I remembered the analytics and machine learning projects I did as an undergraduate, the professors would expect us to produce presentations and scientific reports by implementing statistical and machine learning concepts taught in class on the final few weeks of the semester. These projects have one thing in common: We are to choose readily available data sets. Usually from Kaggle. Now don’t get me wrong. Kaggle is a fantastic source of public data and a great site for competitions to flex on your data science skills. But these are data that are prepared for you that requires minimal pre-processing and more towards refining your algorithm to achieve that top N score in the leader board. Fresh graduates looking for a job in the data science/analytics field are most likely equipped with solid programming skills, perhaps some internship and multiple in-school project experience. They do up a short and sweet resume, update their LinkedIn and probably their Github repositories and start sending them out as if they are distributing flyers, attend a couple of interviews, only to receive multiple rejections.
Being rejected is perfectly normal for anyone actively looking for jobs. But they need to reflect on the rejections and grow from them. And to that, I present to you, the Dunning-Kruger Effect.
The Dunning-Kruger Effect is self-explanatory, but allow me to put it into the context of data science and analytics to help those seeking jobs in this field have the edge over others.
All data scientists and analysts are employed to provide statistical insights and business intelligence in their respective company. Some companies would have a swarm of excel spreadsheets with thousands or millions of observations ready for you provide any sort of visualization or predictive analytics. Some have specific request of what they want, but some don’t. And here is the problem:
Many schools do not train us to formulate data-related business questions and provide solutions to existing products or services. How do we propose data collection methods that solves a business problem from scratch?
Imagine you are told that your customers are feeling unhappy about your company’s services for quite a while. How are you going to solve the problem? What data is required to solve your problem? What are you going to tell your boss? This is the issue with fresh graduates. We are so used to being spoon-fed with readily available data that we tend to overlook one of the most important part of being a data analyst/scientist: being able to formulate multiple variables from scratch and proposing collection methods to help with your data post-processing work. There are many angles to address this example. From as simple as collecting customer feedback in the form of free texts for natural language processing(NLP), to multiple quan-qual variables such as ratings, time of complain, age of customer etc.

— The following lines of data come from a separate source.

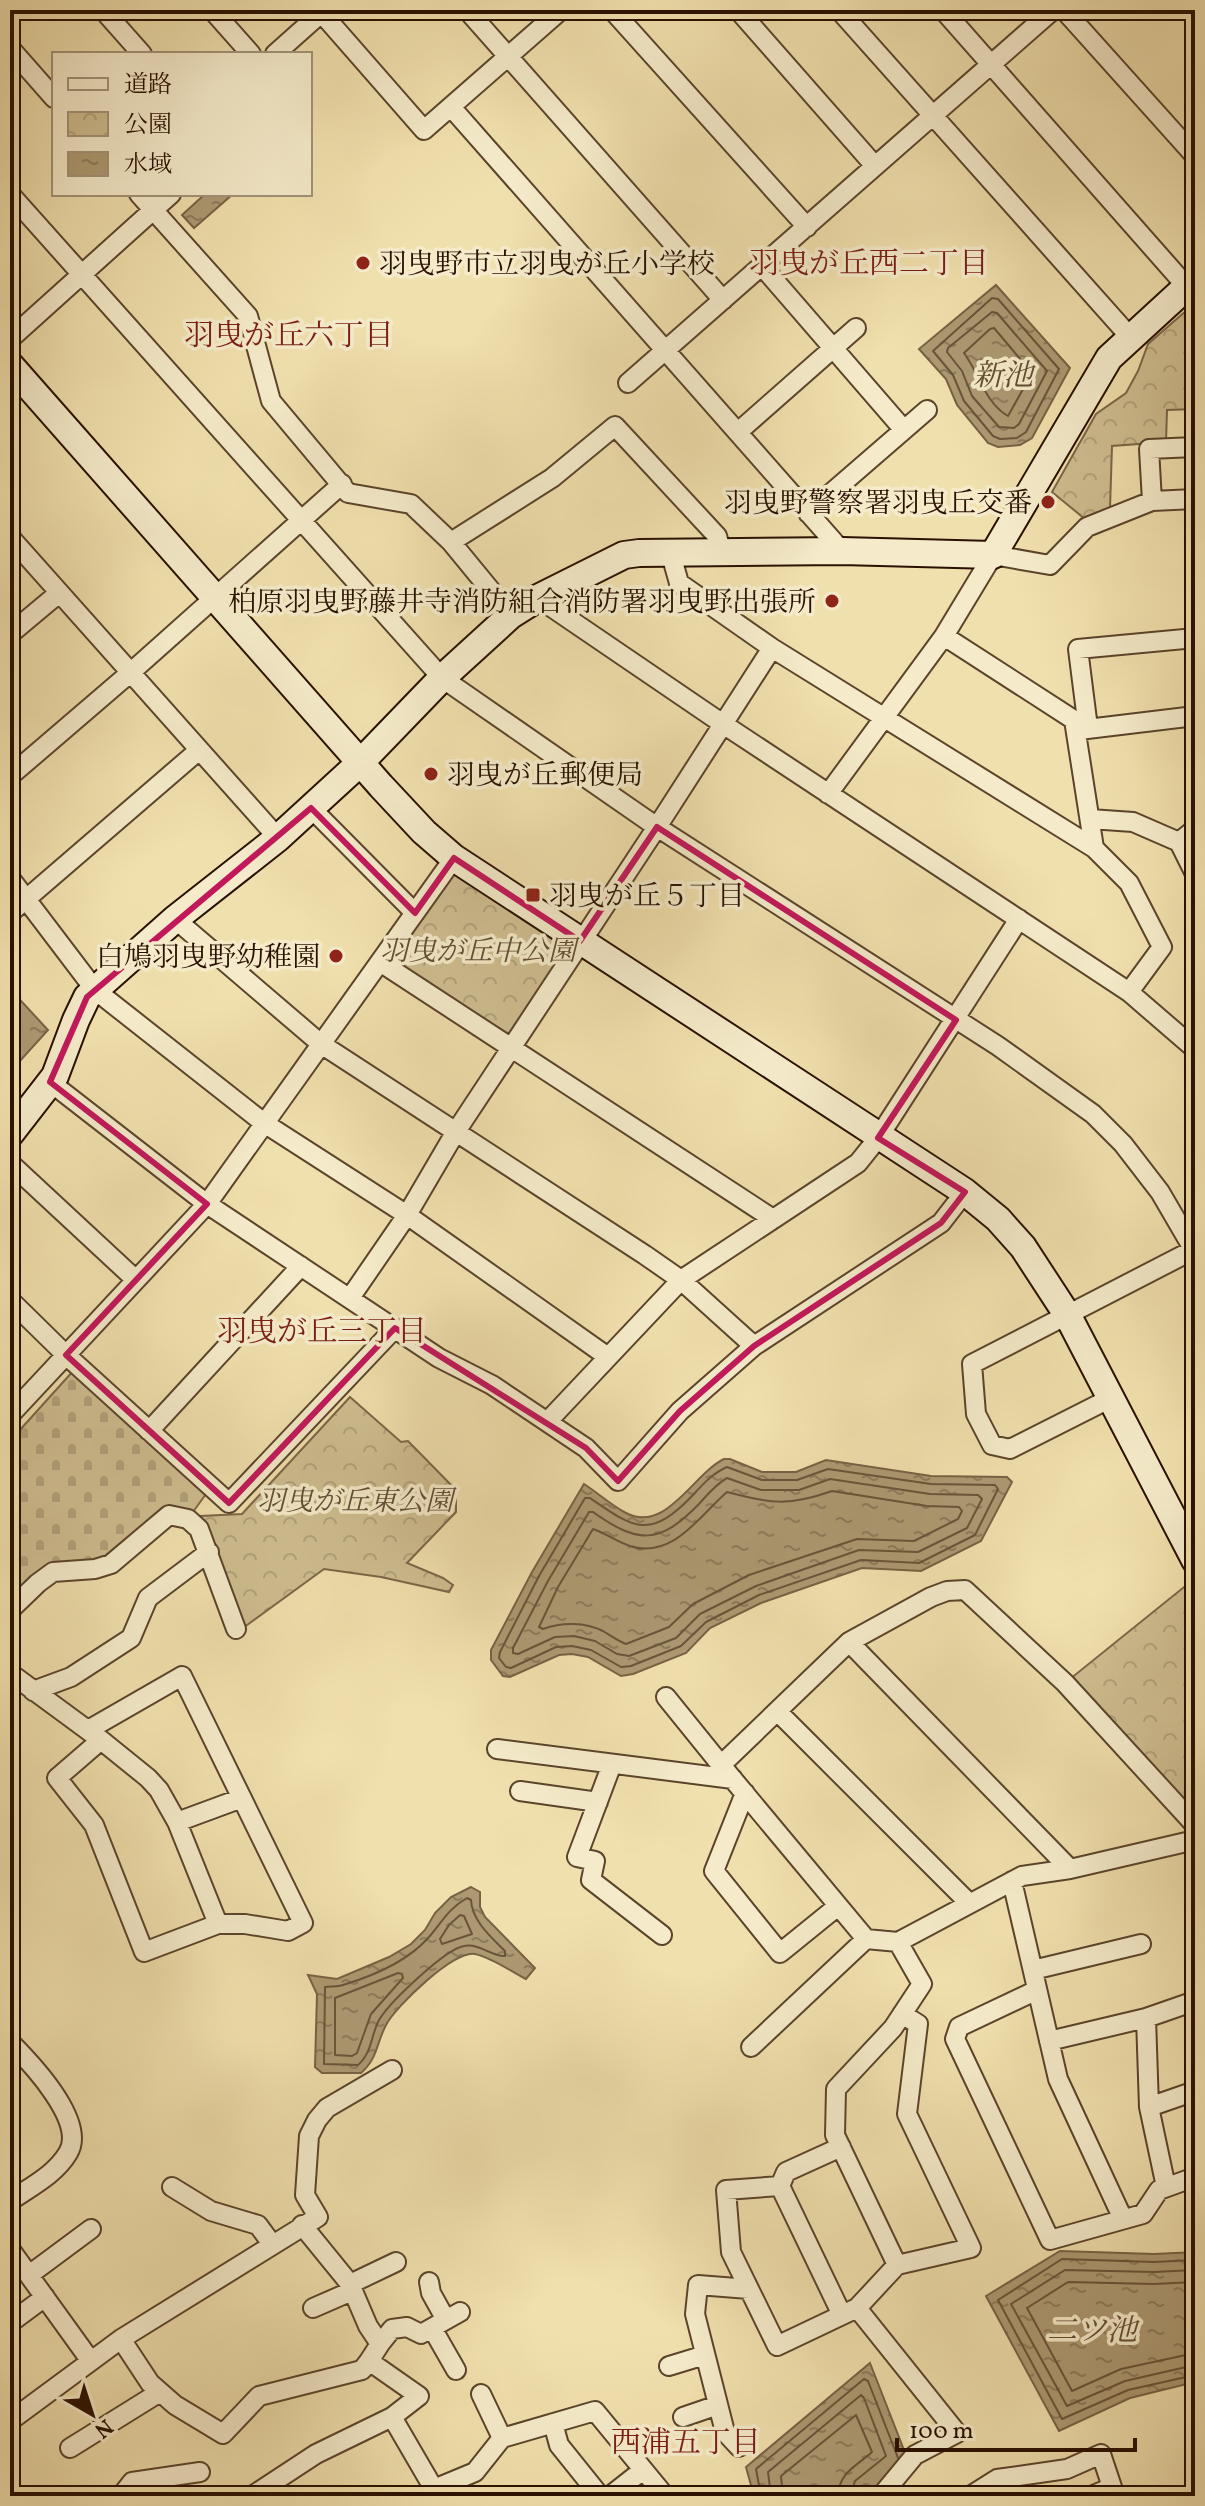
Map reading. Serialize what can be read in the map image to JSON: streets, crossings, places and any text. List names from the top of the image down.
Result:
{
  "districts": [
    "羽曳が丘西二丁目",
    "羽曳が丘六丁目",
    "羽曳が丘三丁目",
    "西浦五丁目"
  ],
  "water": ["新池", "二ツ池"],
  "parks": ["羽曳が丘中公園", "羽曳が丘東公園"],
  "places": {
    "other": [
      "羽曳野市立羽曳が丘小学校",
      "羽曳野警察署羽曳丘交番",
      "柏原羽曳野藤井寺消防組合消防署羽曳野出張所",
      "羽曳が丘郵便局",
      "白鳩羽曳野幼稚園"
    ],
    "transit": ["羽曳が丘５丁目"]
  },
  "legend": ["道路", "公園", "水域"],
  "scale_bar": "100 m",
  "north": "bottom right"
}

In math majors, emphasis is placed on your understanding in the interpretation of your statistical testings or model fitting. Thus it makes sense to provide data that is designed to have some highly correlated variables for easy inference.
Take the ever-popular Boston Housing Price Dataset for example. They give you the satisfaction that your models work with high predictive capabilities.
My suggestion: Start a small personal project of your own that involves collecting data for yourself. Maybe you are interested in predicting the price of plane tickets by extracting prices from multiple flights here. Maybe you are interested in classifying your own e-mail inbox into multiple categories using NLP. There are endless possibilities you can apply data science into your daily life. Do not be restricted to the materials your school provide. Real world problems require real world data. Last but not least, share your project with the public! You never know if a potential employer might poach you for your work!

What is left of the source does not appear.